La Commission européenne affirme que le bloc est principalement confronté à la volatilité des prix. Mais la réunion de mardi avec les ministres de l’énergie vise à faire le point sur les réserves actuelles dans un contexte d’imprévisibilité croissante, alors que les méthaniers en route vers l’Europe ont été détournés vers l’Asie dans un contexte de hausse des prix.
La baisse soudaine des prix du pétrole et du gaz naturel a provoqué une onde de choc sur les marchés, faisant grimper le pétrole brut Brent à 119 dollars le baril, contre environ 70 dollars avant la guerre. Les analystes estiment que les prix du pétrole pourraient grimper jusqu’à 200 dollars dans un contexte de scénarios imprévisibles liés au conflit.
Quant au gaz naturel, les analystes prévoient que les prix pourraient atteindre les niveaux de la crise énergétique de 2022, lorsque le bloc a brusquement perdu 44 à 45 % de ses importations en provenance de Russie, à la suite de l’invasion de l’Ukraine par Moscou.
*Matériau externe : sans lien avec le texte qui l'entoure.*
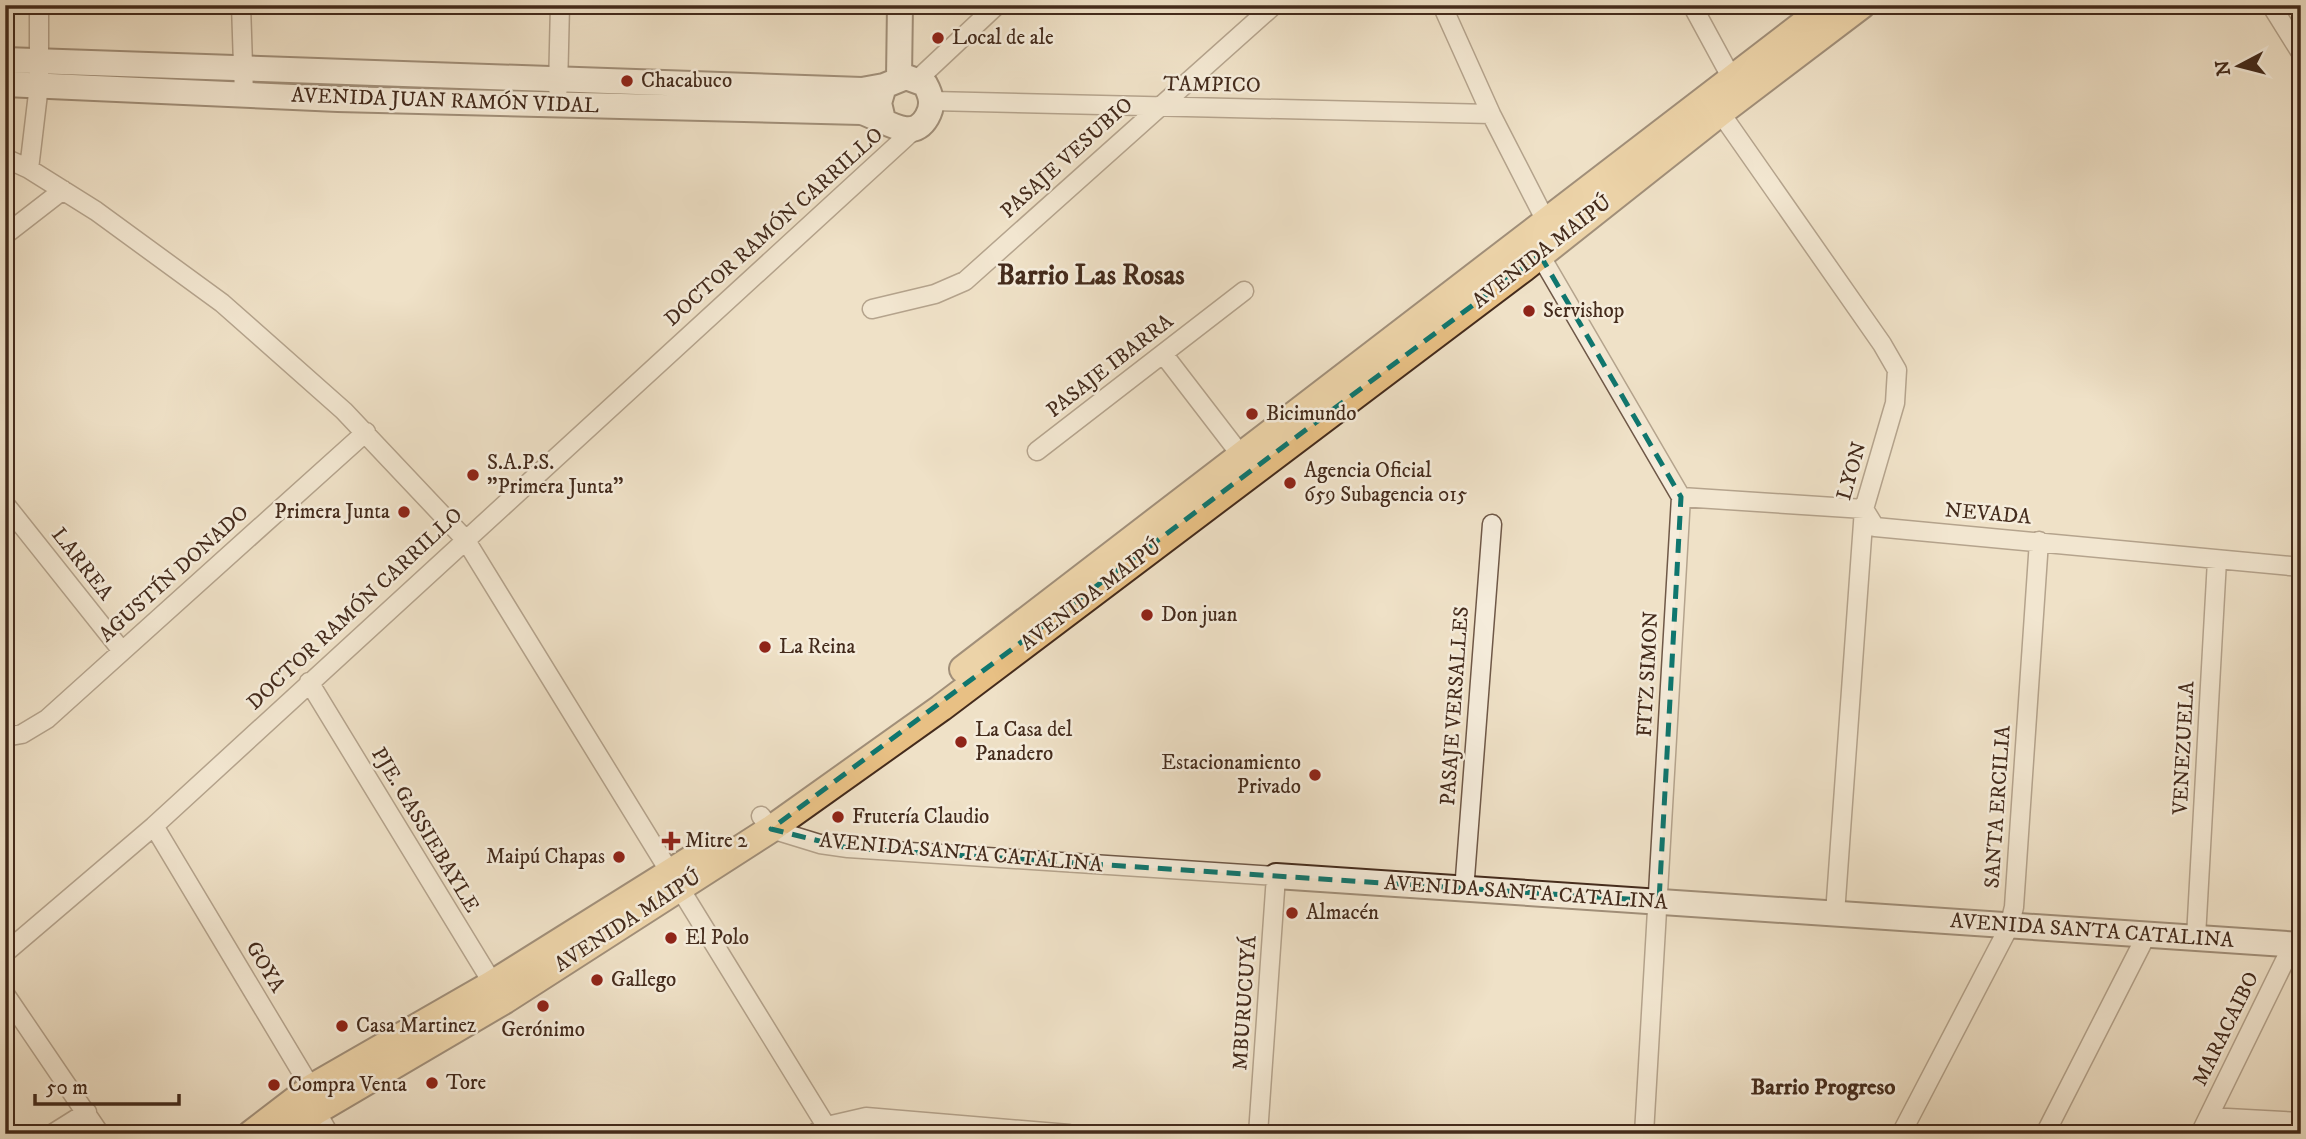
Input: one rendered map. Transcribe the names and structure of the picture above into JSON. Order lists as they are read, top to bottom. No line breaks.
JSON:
{"streets":{"main road":["AVENIDA JUAN RAMÓN VIDAL","AVENIDA MAIPÚ","AVENIDA SANTA CATALINA"],"street":["TAMPICO","PASAJE VESUBIO","DOCTOR RAMÓN CARRILLO","PASAJE IBARRA","LYON","NEVADA","LARREA","AGUSTÍN DONADO","FITZ SIMON","PASAJE VERSALLES","VENEZUELA","SANTA ERCILIA","PJE. GASSIEBAYLE","GOYA","MBURUCUYÁ","MARACAIBO"]},"crossings":[["TAMPICO","AVENIDA JUAN RAMÓN VIDAL"],["TAMPICO","PASAJE VESUBIO"],["TAMPICO","DOCTOR RAMÓN CARRILLO"],["AVENIDA JUAN RAMÓN VIDAL","DOCTOR RAMÓN CARRILLO"],["DOCTOR RAMÓN CARRILLO","PJE. GASSIEBAYLE"],["DOCTOR RAMÓN CARRILLO","GOYA"],["AVENIDA MAIPÚ","LYON"],["AVENIDA MAIPÚ","PJE. GASSIEBAYLE"],["AVENIDA MAIPÚ","AVENIDA SANTA CATALINA"],["AVENIDA MAIPÚ","GOYA"],["LYON","NEVADA"],["LYON","AVENIDA SANTA CATALINA"],["NEVADA","VENEZUELA"],["NEVADA","SANTA ERCILIA"],["LARREA","AGUSTÍN DONADO"],["FITZ SIMON","AVENIDA SANTA CATALINA"],["PASAJE VERSALLES","AVENIDA SANTA CATALINA"],["VENEZUELA","AVENIDA SANTA CATALINA"],["SANTA ERCILIA","AVENIDA SANTA CATALINA"],["AVENIDA SANTA CATALINA","MBURUCUYÁ"],["AVENIDA SANTA CATALINA","MARACAIBO"]],"districts":["Barrio Las Rosas","Barrio Progreso"],"places":{"other":["Local de ale","Chacabuco","Servishop","Bicimundo","S.A.P.S. \"Primera Junta\"","Agencia Oficial 659 Subagencia 015","Primera Junta","Don juan","La Reina","La Casa del Panadero","Estacionamiento Privado","Frutería Claudio","Maipú Chapas","Almacén","El Polo","Gallego","Gerónimo","Casa Martinez","Tore","Compra Venta"],"health":["Mitre 2"]},"scale_bar":"50 m","north":"left"}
La réunion virtuelle a eu lieu un jour avant que les ministres européens de l’énergie ne discutent de la sécurité de l’approvisionnement.
Les pays du G7 multiplient les réunions urgentes dans le cadre des efforts visant à faire face aux conséquences économiques mondiales de la guerre en Iran, qui vient d’entrer dans son deuxième mois.
Les signes de pressions inflationnistes et la flambée des coûts d’emprunt rendent désormais difficile l’ignorance de la crise imminente pour le G7. Alors que les prix du pétrole et du gaz montent déjà en flèche, on craint désormais qu’un conflit prolongé ne perturbe les chaînes d’approvisionnement mondiales, car des produits essentiels, notamment des engrais, sont piégés dans le détroit d’Ormuz, la voie navigable essentielle qui a été effectivement fermée depuis le début du conflit.
Le président américain Donald Trump a annoncé lundi que de « grands progrès » avaient été réalisés dans les négociations avec Téhéran. Il a toutefois menacé d’attaquer les centrales électriques iraniennes, les infrastructures pétrolières et éventuellement les usines de dessalement si un accord n’était pas « conclu sous peu » – des actions qui pourraient exacerber davantage la spéculation sur les marchés mondiaux.
Entre-temps, le Groupe des Sept a accepté de sécuriser le détroit, mais seulement après la fin de la guerre entre les États-Unis, Israël et l’Iran.
Lundi, le commissaire européen à l’énergie Dan Jørgensen a appelé à des mesures ciblées qui devraient s’aligner sur une stratégie à long terme, notamment en réduisant les importations de combustibles fossiles, en stimulant la production d’énergie renouvelable et en établissant une union de l’énergie, a-t-il déclaré sur X.
Jørgensen a déclaré que le bloc « doit redoubler d’efforts sur la voie de l’indépendance énergétique » en modernisant son infrastructure de réseau – un élément clé pour optimiser les flux d’énergie renouvelable et éviter la congestion et la réduction du réseau.
Le commissaire danois a exhorté le 25 mars les députés à soutenir un « accord rapide et ambitieux (paquet Réseaux) », pour accélérer la construction d’infrastructures et les interconnexions « désespérément nécessaires ».
Entre-temps, certains pays européens ont déjà commencé à adopter des mesures nationales pour faire face à la crise.
La Pologne va imposer un plafond sur le prix du carburant à partir de mardi, a annoncé lundi le ministre de l’Energie Miłosz Motyka. Cela fait suite à des mesures similaires prises par la Hongrie et la Croatie, qui ont introduit leur plafonnement des prix début mars.